Ainsi la guerre de l’ombre est-elle redoutable et le sort des espionnes et des espions arrêtés guère enviable : la mort ou un sévère régime carcéral les attendent.

Des milliers d’hommes et de femmes peuplent les réseaux allemands, anglais et français. Des centaines disparaissent sans laisser de traces. En France le commandant Ladoux, en Allemagne le colonel Nicolaï et la fameuse Mlle Doktor, le major Kirke en Angleterre (à l’état-major) sont bien connus des spécialistes mais non du grand public, pour avoir dirigé les services secrets de leur pays respectif. Quant aux services de décryptage, si indispensables pour connaître les intentions et les décisions de l’ennemi, ils ont leurs héros tant en France avec le polytechnicien Georges Painvin qu’en Angleterre avec Reginald Hall.

Louise de Bettignies, Marie-Léonie Vanhoutte, l’aviatrice Marthe Richer (devenue Richard, beaucoup plus connue, par la suite, pour sa volonté d’interdire les maisons closes), Mathilde Lebrun, Gabrielle Petit, Edith Cavell demeurent les moins ignorées des espionnes de la Grande Guerre.
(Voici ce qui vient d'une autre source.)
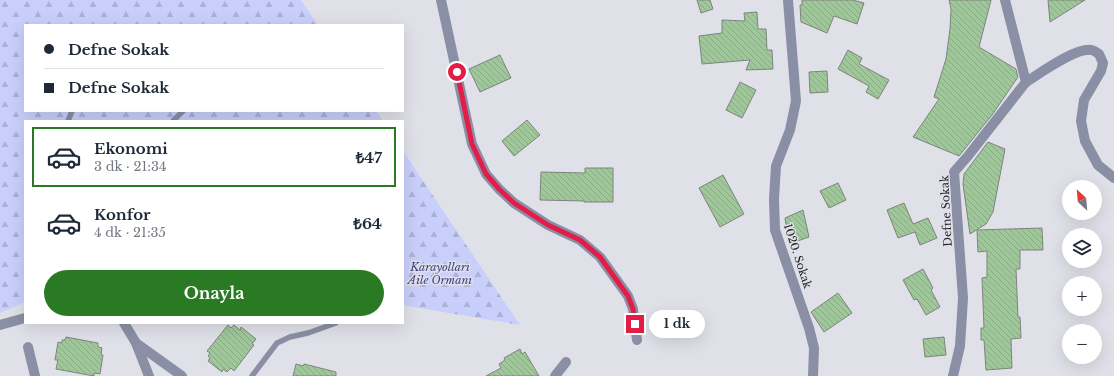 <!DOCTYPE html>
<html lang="tr">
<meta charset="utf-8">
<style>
:root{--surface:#fff;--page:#f6f6f7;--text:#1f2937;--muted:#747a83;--line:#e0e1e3;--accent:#2a7a24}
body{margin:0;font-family:"Libre Baskerville",serif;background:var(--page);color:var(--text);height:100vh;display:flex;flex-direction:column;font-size:15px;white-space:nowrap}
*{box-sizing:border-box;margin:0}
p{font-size:13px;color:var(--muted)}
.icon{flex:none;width:22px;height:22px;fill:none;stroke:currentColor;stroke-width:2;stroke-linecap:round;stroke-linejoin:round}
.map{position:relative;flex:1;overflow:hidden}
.details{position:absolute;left:24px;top:120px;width:380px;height:204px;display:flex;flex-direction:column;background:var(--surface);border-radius:0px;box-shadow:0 4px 16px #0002}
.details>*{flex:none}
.top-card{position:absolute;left:24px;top:24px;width:380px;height:88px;border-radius:0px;box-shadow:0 4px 16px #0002;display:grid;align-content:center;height:88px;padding:0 20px;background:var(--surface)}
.needle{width:26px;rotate:334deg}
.tools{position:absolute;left:1062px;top:180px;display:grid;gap:8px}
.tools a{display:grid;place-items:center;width:40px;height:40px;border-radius:50%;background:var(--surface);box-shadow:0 4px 16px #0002;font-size:20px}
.end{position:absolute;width:18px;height:18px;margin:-9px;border:5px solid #e11d48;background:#fff;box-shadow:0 0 0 2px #fff}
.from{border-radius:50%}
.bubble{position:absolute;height:28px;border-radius:14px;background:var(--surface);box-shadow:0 4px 16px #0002;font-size:13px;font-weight:700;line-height:28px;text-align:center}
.top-card b{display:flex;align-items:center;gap:14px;height:38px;font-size:15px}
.top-card b+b{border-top:1px solid var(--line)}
.top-card i{width:10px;height:10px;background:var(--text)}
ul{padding:7px 0 0;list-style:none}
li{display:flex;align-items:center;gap:12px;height:60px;margin:0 8px 6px;padding:0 12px;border:2px solid transparent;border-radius:0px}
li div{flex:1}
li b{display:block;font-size:15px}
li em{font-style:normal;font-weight:700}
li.current{border-color:var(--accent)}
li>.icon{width:36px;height:36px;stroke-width:1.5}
.button{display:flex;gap:8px;margin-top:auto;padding:8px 20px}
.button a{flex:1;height:46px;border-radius:24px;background:var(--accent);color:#fff;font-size:16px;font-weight:700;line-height:46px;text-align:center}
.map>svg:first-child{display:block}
.forest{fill:url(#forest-firs)}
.building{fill:url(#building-back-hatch);stroke:#7f837e}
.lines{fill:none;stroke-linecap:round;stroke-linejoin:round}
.service{stroke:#8b8fa6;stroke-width:5.5}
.minor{stroke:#8b8fa6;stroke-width:10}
.tertiary{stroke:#8b8fa6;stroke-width:10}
.route{stroke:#e11d48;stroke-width:5}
.labels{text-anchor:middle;stroke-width:3;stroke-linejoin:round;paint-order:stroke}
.street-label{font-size:11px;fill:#1e1f21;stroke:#e0e1e8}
.park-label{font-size:11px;font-style:italic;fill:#3e3f81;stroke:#e0e1e8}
</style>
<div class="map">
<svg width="1114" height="376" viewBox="0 0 1114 376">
<defs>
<pattern id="forest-firs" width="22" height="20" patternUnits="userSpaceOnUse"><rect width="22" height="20" fill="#c9cffb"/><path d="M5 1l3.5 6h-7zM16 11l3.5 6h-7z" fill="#acb1d7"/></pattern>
<pattern id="building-back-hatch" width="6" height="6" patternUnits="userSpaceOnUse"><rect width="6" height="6" fill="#9fc89a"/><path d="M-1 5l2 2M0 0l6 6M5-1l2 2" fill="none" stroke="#88ab84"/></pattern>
</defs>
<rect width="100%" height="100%" fill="#e0e1e8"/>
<g class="forest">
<polygon points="0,0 301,0 318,25 25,25 25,111 376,111 383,121 25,121 25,302 0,313"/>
<polygon points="403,151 520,325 407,306 403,304"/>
</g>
<g class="building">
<polygon points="697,0 710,0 713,9 701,13"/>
<polygon points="802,0 853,0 864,3 857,24 834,16 827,33 801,22 800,5 802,5"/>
<polygon points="949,0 991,0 979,47 1016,69 1018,77 992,115 959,156 913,137 939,99 934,97 946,59 950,29 951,9"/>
<polygon points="1048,0 1085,0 1050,22"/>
<polygon points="757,12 758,29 766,29 767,50 772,50 773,69 746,70 750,60 702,64 699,36 722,33 722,20 745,21 744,13"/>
<polygon points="848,50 862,58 859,64 889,80 878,99 866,92 869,86 838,69"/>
<polygon points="500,55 511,78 480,92 469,69"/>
<polygon points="827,71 828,92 810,93 809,72"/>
<polygon points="740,82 756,90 742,118 726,110"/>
<polygon points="527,120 540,135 514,156 502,141"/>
<polygon points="988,142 1005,149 993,212 986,224 970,234 963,184 964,174"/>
<polygon points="585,168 613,168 613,202 584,202 584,201 540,200 541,172 585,173"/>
<polygon points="723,175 744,214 720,227 699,188"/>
<polygon points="838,183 846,200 829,208 820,191"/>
<polygon points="904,203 913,224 928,218 937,238 920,245 915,232 898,238 887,210"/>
<polygon points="803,210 809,237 789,244 785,218"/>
<polygon points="1042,228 1043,250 1020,250 1020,269 1016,269 1018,317 1020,317 1021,338 1011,339 1012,368 986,370 984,340 981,340 981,328 984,328 982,278 987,277 987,251 978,252 977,230"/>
<polygon points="923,269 933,288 931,290 940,307 926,315 917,299 914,300 903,280"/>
<polygon points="838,293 852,313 824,332 811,312"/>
<polygon points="228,325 231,328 234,325 240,330 241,327 256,339 252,344 254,345 234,371 231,368 227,372 223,369 222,372 208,361 210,358 208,356 210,353 207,351"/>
<polygon points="66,337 98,343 98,347 102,348 101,355 103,355 100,374 94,373 94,376 56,369 58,360 55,360 58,342 62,343 62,340 65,340"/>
<polygon points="944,337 946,355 925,357 923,339"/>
<polygon points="520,349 522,354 525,352 539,376 486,376 501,368 499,364 505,360 504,358"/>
<polygon points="296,364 303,366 304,364 336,372 336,376 293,376"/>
</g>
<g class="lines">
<g class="service">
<polyline points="68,121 72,111"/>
<polyline points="173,121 183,111"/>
<polyline points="252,376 277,343 290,337 308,333 336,323"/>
</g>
<g class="minor">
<polyline points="441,0 472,144 486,174 499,189 514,203 548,225 580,240 600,257 628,296 633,309 637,340"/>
<path d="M 1026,82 C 1039,74 1076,47 1091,50 C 1094,50 1097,53 1099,54 L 1103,63 L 1101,71 L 1084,100 L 1081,121 L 1085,141 L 1098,165 L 1114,178"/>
<polyline points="124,323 136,343 182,376"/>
<polyline points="0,325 25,318"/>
<polyline points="136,343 149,376"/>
<polyline points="28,347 35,376"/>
<polyline points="555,376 566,362"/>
<polyline points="953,376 960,346 963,298 954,172 968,156 1026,82 1005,0"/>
</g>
<polyline class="tertiary" points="788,0 796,101 790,130 776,166 774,199 775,230 809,328 814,348 813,376"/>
</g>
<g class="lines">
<polyline class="route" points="457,72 472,144 486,174 499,189 514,203 548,225 580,240 600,257 628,296 633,309 635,324"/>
</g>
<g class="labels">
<g class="street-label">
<text transform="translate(946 211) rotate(-93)" y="4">Defne Sokak</text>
<text transform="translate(798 256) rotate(72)" y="4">1020. Sokak</text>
</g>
<g class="park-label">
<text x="440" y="271">Karayolları<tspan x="440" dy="13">Aile Ormanı</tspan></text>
</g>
</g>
</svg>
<div class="tools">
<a><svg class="needle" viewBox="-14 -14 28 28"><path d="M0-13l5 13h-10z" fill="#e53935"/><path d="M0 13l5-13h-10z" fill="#747a83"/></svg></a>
<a><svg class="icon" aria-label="layers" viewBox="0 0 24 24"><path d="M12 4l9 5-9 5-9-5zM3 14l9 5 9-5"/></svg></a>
<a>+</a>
<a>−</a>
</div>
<i class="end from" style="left:457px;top:72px"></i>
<i class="end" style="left:635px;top:324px"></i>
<div class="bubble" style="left:649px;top:310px;width:56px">1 dk</div>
<div class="top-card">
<b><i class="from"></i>Defne Sokak</b>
<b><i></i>Defne Sokak</b>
</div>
<section class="details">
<ul>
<li class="current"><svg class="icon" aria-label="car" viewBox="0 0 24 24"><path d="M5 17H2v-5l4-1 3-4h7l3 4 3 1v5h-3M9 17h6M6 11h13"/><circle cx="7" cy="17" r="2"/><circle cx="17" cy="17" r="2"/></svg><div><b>Ekonomi</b><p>3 dk · 21:34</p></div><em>₺47</em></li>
<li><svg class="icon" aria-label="car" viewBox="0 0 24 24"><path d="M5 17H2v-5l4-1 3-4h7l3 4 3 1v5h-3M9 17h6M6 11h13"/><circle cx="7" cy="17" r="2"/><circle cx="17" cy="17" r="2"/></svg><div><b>Konfor</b><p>4 dk · 21:35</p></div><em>₺64</em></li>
</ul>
<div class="button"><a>Onayla</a></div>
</section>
</div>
En cette époque trouble et violente, tous les coups politiques sont permis. Ainsi voit-on Georges Clemenceau se débarrasser de ses ennemis politiques après son accession à la présidence du Conseil en 1917, en les accusant de trahison et d’espionnage. Sont de cette manière écartés sans ménagement les ministres Caillaux et Malvy, pourtant innocents. Et l’on accuse, souvent, sans preuve, des journaux d’être au service de l’adversaire, ce qui se révèle parfois justifié. Dans cette guerre secrète, on utilise tous les moyens. L’on organise même des missions spéciales aériennes pour déposer des agents à l’arrière de l’ennemi, et l’on a recours aux coureurs, et même aux héroïques pigeons capables de parcourir de longues distances sous la mitraille.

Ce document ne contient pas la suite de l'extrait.